_TASK DETAILS_
Faithfully repeat each entry below, minus the pictures.

_RECORDS SHOWN_
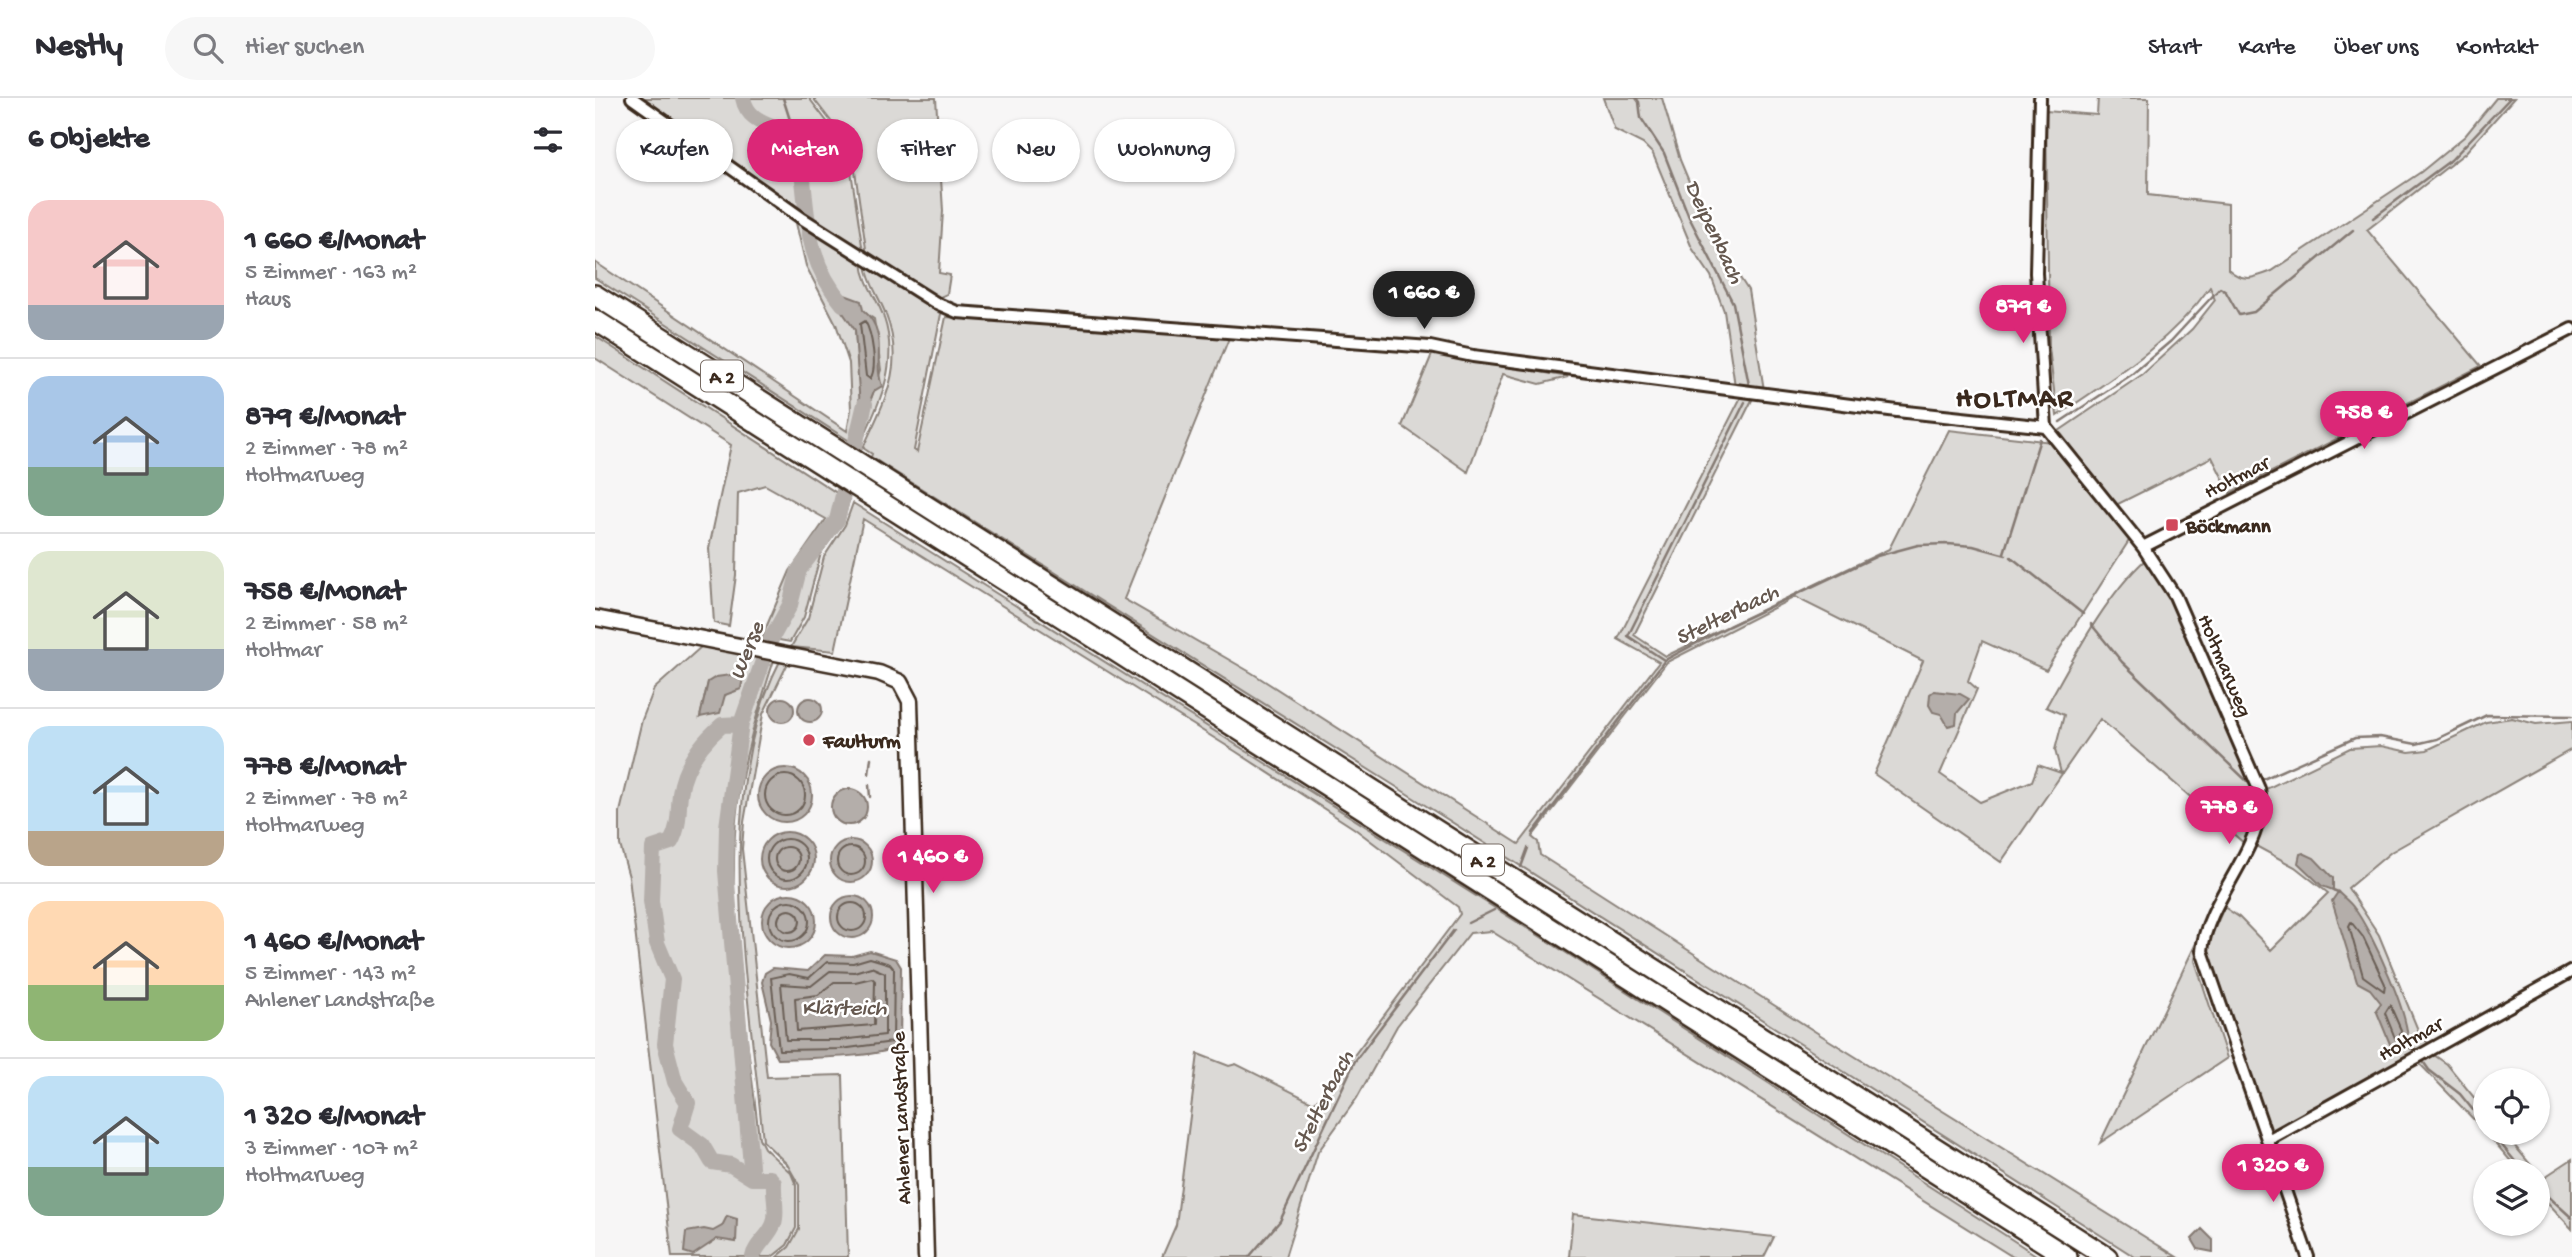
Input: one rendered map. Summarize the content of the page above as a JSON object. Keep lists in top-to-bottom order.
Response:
{
  "streets": {
    "highway": ["A 2"],
    "street": ["Holtmar", "Holtmarweg", "Ahlener Landstraße"]
  },
  "crossings": [
    ["Holtmar", "Holtmarweg"]
  ],
  "districts": ["HOLTMAR"],
  "water": [
    "Deipenbach",
    "Stelterbach",
    "Werse",
    "Klärteich"
  ],
  "places": {
    "transit": ["Böckmann"],
    "other": ["Faulturm"]
  },
  "page": {
    "header": "Nestly",
    "search": "Hier suchen",
    "nav": [
      "Start",
      "Karte",
      "Über uns",
      "Kontakt"
    ],
    "heading": "6 Objekte",
    "chip": [
      "Kaufen",
      "Mieten",
      "Filter",
      "Neu",
      "Wohnung"
    ],
    "list": [
      {
        "name": "1 660 €/Monat",
        "note": "5 Zimmer · 163 m² · Haus"
      },
      {
        "name": "879 €/Monat",
        "note": "2 Zimmer · 78 m² · Holtmarweg"
      },
      {
        "name": "758 €/Monat",
        "note": "2 Zimmer · 58 m² · Holtmar"
      },
      {
        "name": "778 €/Monat",
        "note": "2 Zimmer · 78 m² · Holtmarweg"
      },
      {
        "name": "1 460 €/Monat",
        "note": "5 Zimmer · 143 m² · Ahlener Landstraße"
      },
      {
        "name": "1 320 €/Monat",
        "note": "3 Zimmer · 107 m² · Holtmarweg"
      }
    ],
    "price": [
      "1 660 €",
      "879 €",
      "758 €",
      "778 €",
      "1 460 €",
      "1 320 €"
    ]
  }
}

_SOLUTION_
Input: one rendered map. Summarize the content of the page above as a JSON object. Keep lists in top-to-bottom order.
Response:
{
  "streets": {
    "highway": ["A 2"],
    "street": ["Holtmar", "Holtmarweg", "Ahlener Landstraße"]
  },
  "crossings": [
    ["Holtmar", "Holtmarweg"]
  ],
  "districts": ["HOLTMAR"],
  "water": [
    "Deipenbach",
    "Stelterbach",
    "Werse",
    "Klärteich"
  ],
  "places": {
    "transit": ["Böckmann"],
    "other": ["Faulturm"]
  },
  "page": {
    "header": "Nestly",
    "search": "Hier suchen",
    "nav": [
      "Start",
      "Karte",
      "Über uns",
      "Kontakt"
    ],
    "heading": "6 Objekte",
    "chip": [
      "Kaufen",
      "Mieten",
      "Filter",
      "Neu",
      "Wohnung"
    ],
    "list": [
      {
        "name": "1 660 €/Monat",
        "note": "5 Zimmer · 163 m² · Haus"
      },
      {
        "name": "879 €/Monat",
        "note": "2 Zimmer · 78 m² · Holtmarweg"
      },
      {
        "name": "758 €/Monat",
        "note": "2 Zimmer · 58 m² · Holtmar"
      },
      {
        "name": "778 €/Monat",
        "note": "2 Zimmer · 78 m² · Holtmarweg"
      },
      {
        "name": "1 460 €/Monat",
        "note": "5 Zimmer · 143 m² · Ahlener Landstraße"
      },
      {
        "name": "1 320 €/Monat",
        "note": "3 Zimmer · 107 m² · Holtmarweg"
      }
    ],
    "price": [
      "1 660 €",
      "879 €",
      "758 €",
      "778 €",
      "1 460 €",
      "1 320 €"
    ]
  }
}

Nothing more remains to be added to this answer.